The German poet and novelist Marcel Beyer considers avian preoccupations, history, and the dubious nature of memory in his new novel, Kaltenburg.
There are amazing scenes in this book, such as zoo animals interacting with Dresdeners in the razed city in 1945, and the fight that breaks out between artist Martin Spengler and Kaltenburg’s raven. How much of this actually happened?
Mostly, they are invented. When I moved to Dresden from Cologne in 2000, I realized that the bombing was still deeply embedded in the local psyche. This was often expressed by fascinating stories, like an incident that’s often recounted about escaped lions that mingled with residents after the bombing, and who even spent the night with them in the Great Garden. It’s doubtful this actually happened. Growing up, I was very interested in the artist Joseph Beuys, and of course with the ethologist and ornithologist Konrad Lorenz [who actually knew each other], the inspiration for Ludwig Kaltenburg. But the details are purely fictional.
Marcel Proust seems to inhabit your novel to the point where I wondered if it shouldn’t have been called Proust rather than Kaltenburg. Why is he such a significant character?
The Proustian idea of involuntary memory, or telescoping memory, is critical. The way we construct our lives isn’t based on facts so much as on fantasy wish-fulfillment scenarios. Konrad Lorenz was an ambiguous character who incorporated National Socialist propaganda into his findings. After the war, he never mentioned the Holocaust. He would speak euphemistically, or perhaps describe the fall and degradation of humanity in general, but he could never face the full horror of the genocide. Proust was a gay, Jewish writer. He would undoubtedly have been deported and sent to a concentration camp if he hadn’t died before the war. In Dresden, I became interested in the small social circles that emerged after the war. The obsession that Klara Hagemann [the narrator’s wife] develops with Proust is a way to maintain the “high ideas” of bourgeois society under the debilitating Soviet thought-control apparatus. You couldn’t address politics directly in the GDR, even with your closest friends. One had to devise a kind of alternative language. I also think Proust is nearer to reality when it comes to describing how we recall the past than official memoirs can ever be. Ask someone about their dog, and something completely different will emerge.

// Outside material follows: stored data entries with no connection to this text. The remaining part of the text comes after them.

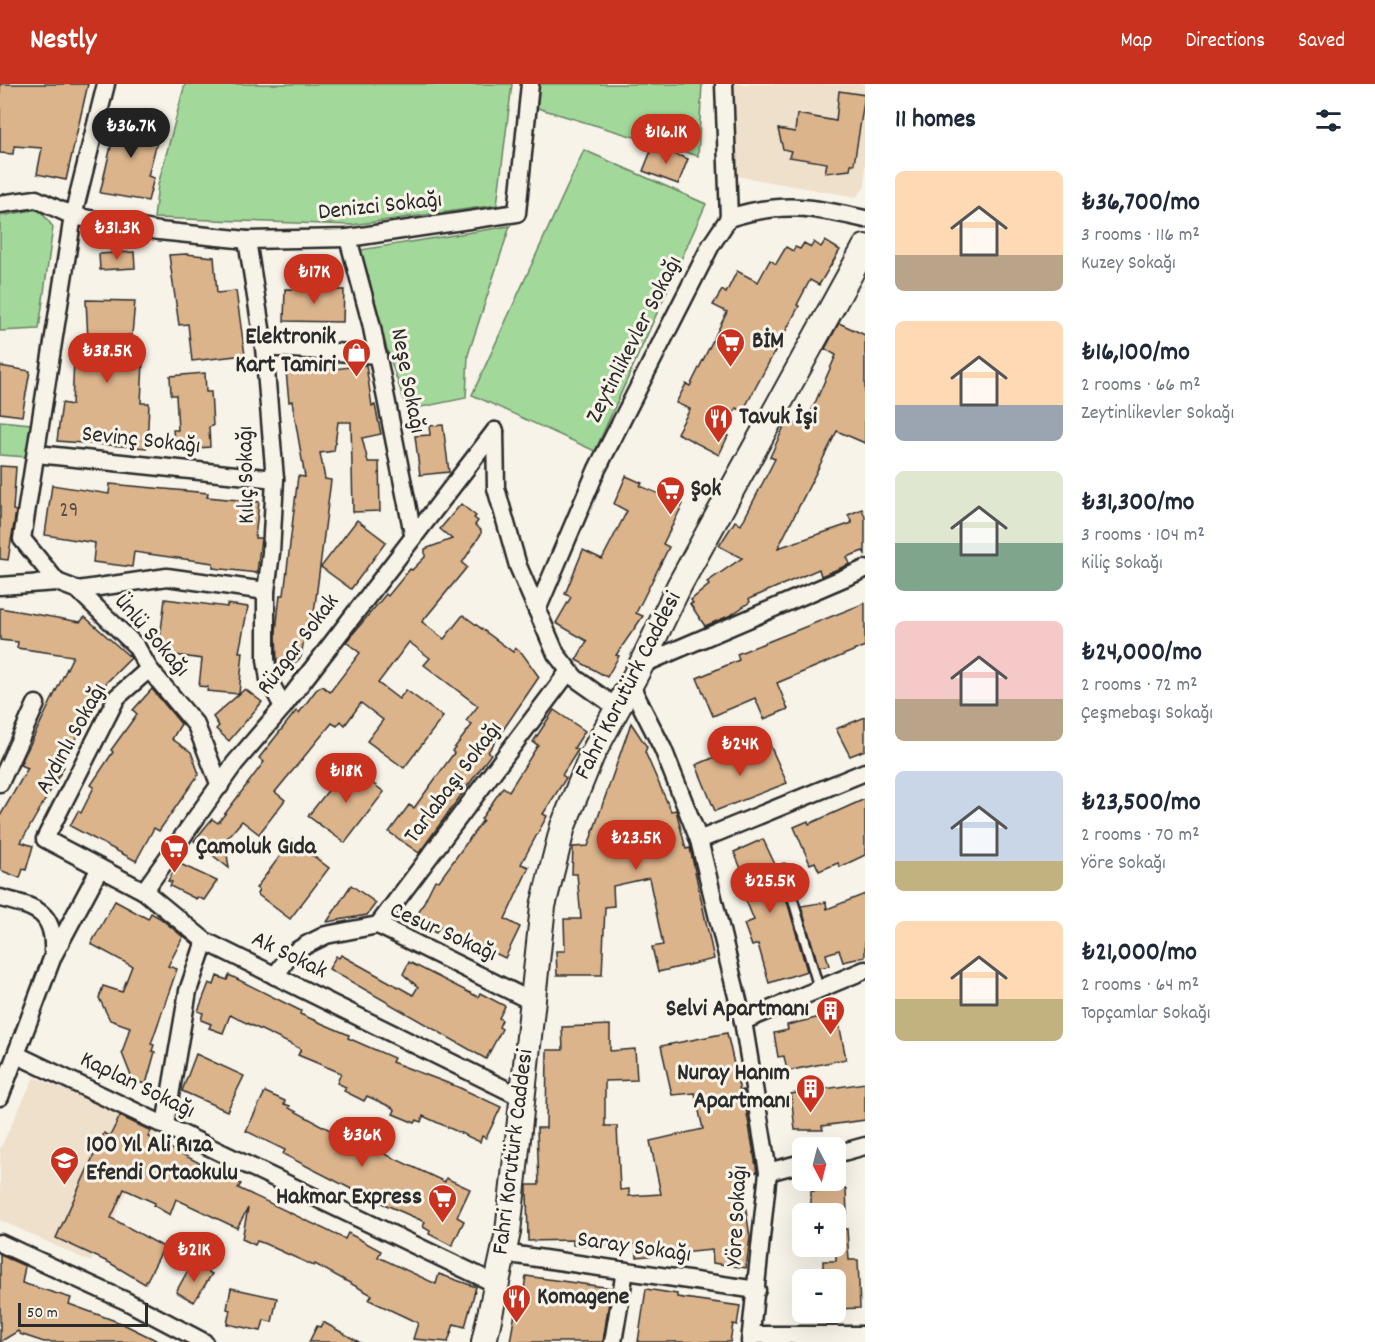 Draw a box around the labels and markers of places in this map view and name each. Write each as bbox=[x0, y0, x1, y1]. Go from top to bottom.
pin: ₺36.7K bbox=[82, 108, 180, 159]
pin: ₺16.1K bbox=[617, 114, 715, 165]
pin: ₺31.3K bbox=[68, 210, 166, 261]
pin: ₺17K bbox=[278, 254, 350, 305]
place label: Elektronik Kart Tamiri bbox=[235, 321, 337, 383]
place label: BİM bbox=[752, 325, 784, 359]
supermarket icon: BİM bbox=[715, 326, 747, 368]
pin: ₺38.5K bbox=[58, 333, 156, 384]
shop icon: Elektronik Kart Tamiri bbox=[341, 336, 373, 378]
place label: Tavuk İşi bbox=[739, 401, 818, 435]
restaurant icon: Tavuk İşi bbox=[702, 402, 734, 444]
place label: Şok bbox=[691, 473, 722, 507]
supermarket icon: Şok bbox=[654, 474, 686, 516]
pin: ₺24K bbox=[704, 726, 776, 777]
pin: ₺18K bbox=[310, 753, 382, 804]
pin: ₺23.5K bbox=[587, 820, 685, 871]
place label: Çamoluk Gıda bbox=[196, 831, 317, 865]
supermarket icon: Çamoluk Gıda bbox=[159, 832, 191, 874]
pin: ₺25.5K bbox=[721, 863, 819, 914]
place label: Selvi Apartmanı bbox=[666, 993, 809, 1027]
building icon: Selvi Apartmanı bbox=[814, 994, 846, 1036]
place label: Nuray Hanım Apartmanı bbox=[677, 1057, 790, 1119]
building icon: Nuray Hanım Apartmanı bbox=[795, 1072, 827, 1114]
pin: ₺36K bbox=[326, 1117, 398, 1168]
place label: 100 Yıl Ali Rıza Efendi Ortaokulu bbox=[86, 1129, 238, 1191]
school or university icon: 100 Yıl Ali Rıza Efendi Ortaokulu bbox=[49, 1144, 81, 1186]
place label: Hakmar Express bbox=[276, 1181, 422, 1215]
supermarket icon: Hakmar Express bbox=[427, 1182, 459, 1224]
pin: ₺21K bbox=[158, 1232, 230, 1283]
place label: Komagene bbox=[537, 1281, 630, 1315]
restaurant icon: Komagene bbox=[500, 1282, 532, 1324]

Where did your ornithological insights, such as all the details about sparrow taxidermy, come from?
I read a lot of specialized articles and all the reference editions I could find. Growing up in the Rhineland, I was weaned on Konrad Lorenz as well as the nature documentary filmmaker Heinz Sielmann, who is the character Knut Sieverding in the book. I also had an uncle who had an extraordinary way with animals, and who would take me on long walks in the woods. He told me that if one will merely listen, one will notice that the creatures of the forest are continuously chatting away, and that they also talk to us. The idea of communicating with other species has always fascinated me.